Tıpkı İstanbul gibi eski ve yeniyi beraber yaşayan şehirlerin üst ölçekte şehir plan kararları verilirken; ehliyet sahibi insanların bu işleri yapması gerekiyor. Nasıl ki İstanbul bunu başaramamışsa, Paris de bu konuda çok iyi bir örnek değil. Turgut Cansever’in ‘Paris’i şehir zanneden ahmaktır’ lafı çarpıcı. Peki Paris iyi bir şehir örneği değilken; İstanbul kadim bir medeniyet inşa sahnesi iken; biz neden havalı çocuk Paris’i konuşuyoruz.
Paris tarihi süreç içerisinde çokça macera yaşamış ve yapımlardan/yıkımlardan ziyadesiyle etkilenmiş bir şehir.

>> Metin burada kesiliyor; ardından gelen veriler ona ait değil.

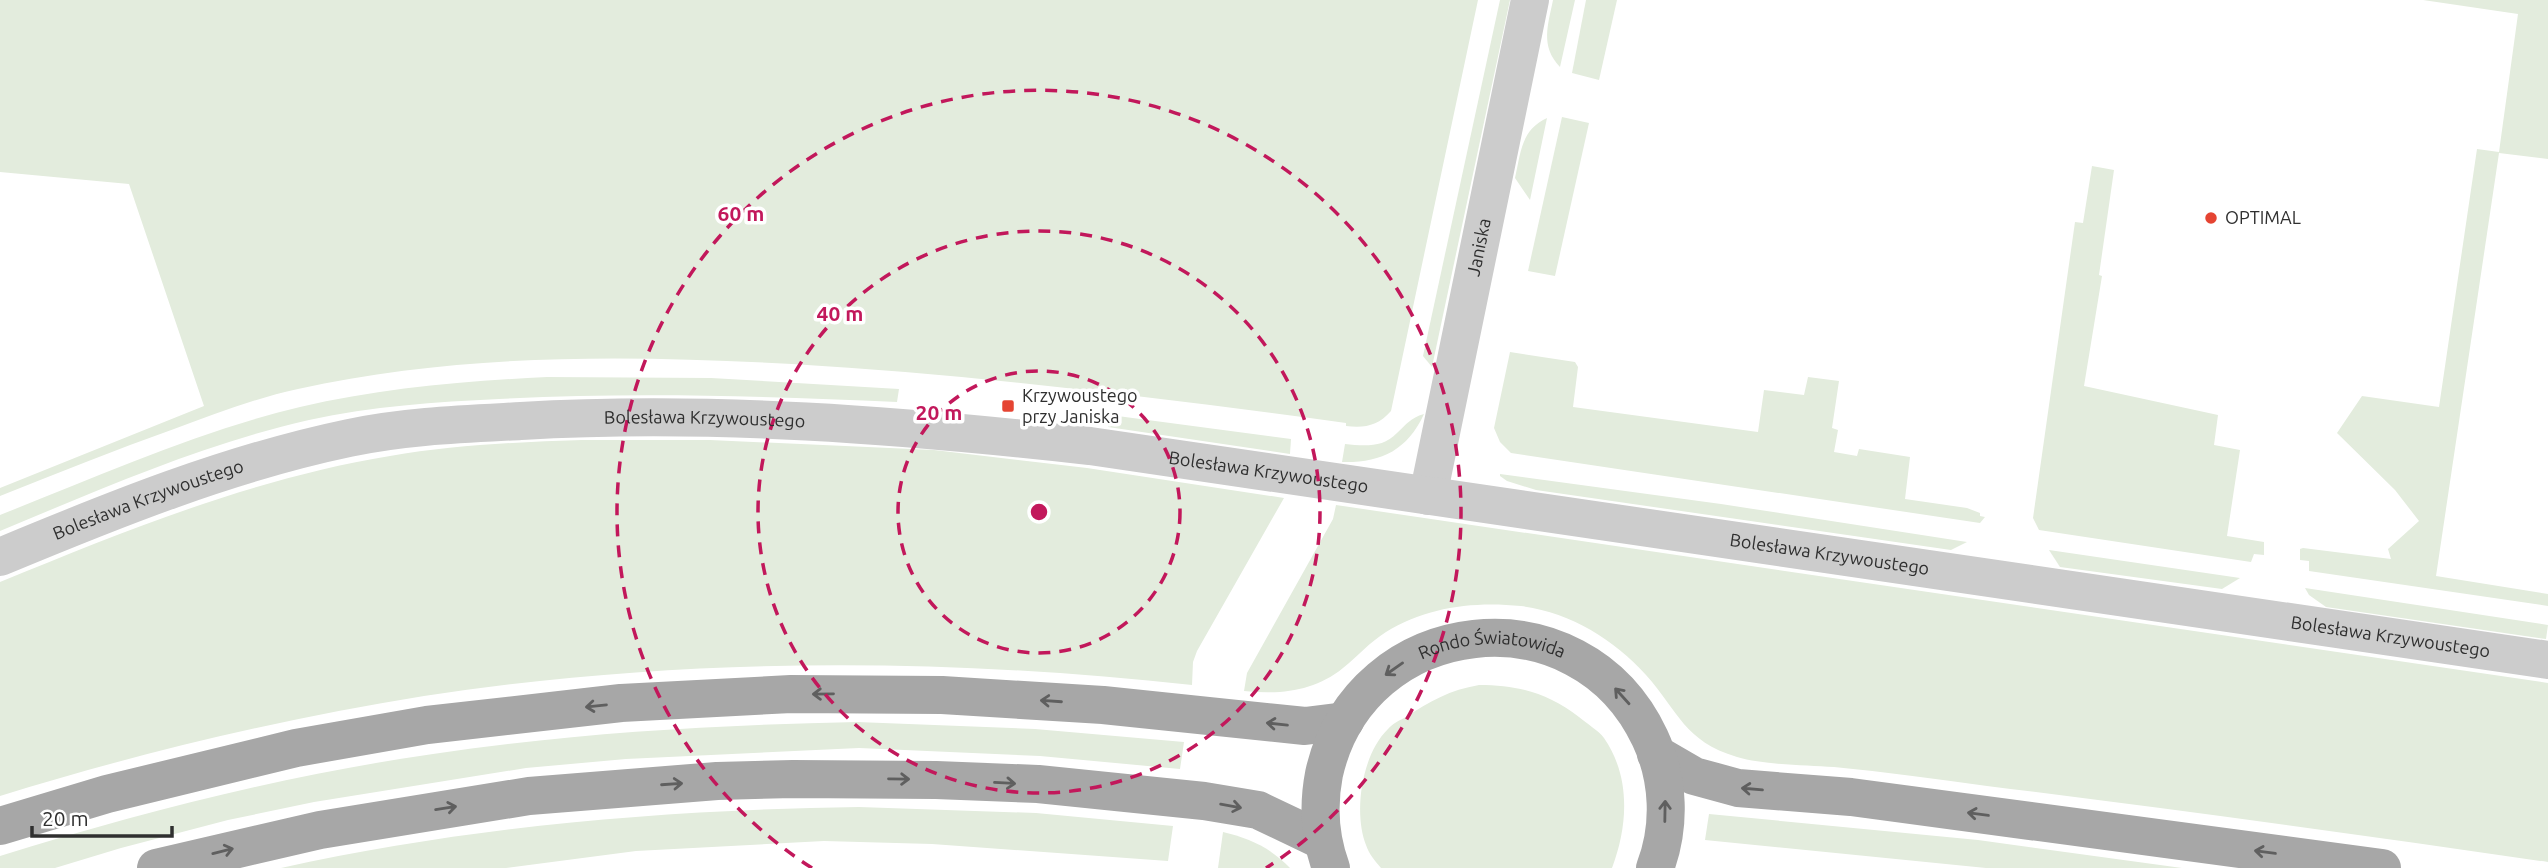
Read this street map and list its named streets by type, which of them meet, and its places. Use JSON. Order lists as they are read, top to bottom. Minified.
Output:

Peki bu nasıl bir şehirdir ki Turgut Cansever gibi naif, kibar bir beyefendiyi ‘Paris’i, kendisine aydın diyen Türk budalaları şehir zannediyor‘ dedirtecek kadar çileden çıkartmıştır. Hem aydınlarımızı, hem Paris’i aynı deliğe gömmüştür. Hikayesini kısaca izah edecek olursak;
Şu an bizim tanıştığımız, ziyaret ettiğimiz Paris’i Napolyon Bonapart tasarlamıştır diyebiliriz. İlk çıkış fikri olarak yuvarlak meydanlar yaptırıyor. Ve bu meydanları birbirlerine etrafında altı katlı apartmanların olduğu geniş bulvarlar ile bağlıyor. Bu tasarım kararı ziyadesi ile yerindedir. Çünkü kendisi askerdir; topçu subayıdır. Bu sebeple bir asker ve topçu kafası ile düşünerek; herhangi bir toplumsal olayda, halk ayaklanmasında bu yuvarlak meydanlara topları dizecek ve bulvarlara ışınsal olarak ateşleyecektir. Napolyon Bonapart topçu değil de başka bir askeri branşta olsa nasıl bir şehirle karşılaşırdık muamma. Yani Zafer Takı’nı (Arc De Triomphe), Charles de Gaulle Meydanı’nı, Şanzelize Caddesi’ni böylesi düşünür iseniz olayın vehametini idrak edebilirsiniz. Oysa bir şehir inşası altında çokça kavram barındırır, medeniyetin konusudur ve çok uzun soluklu bir iştir.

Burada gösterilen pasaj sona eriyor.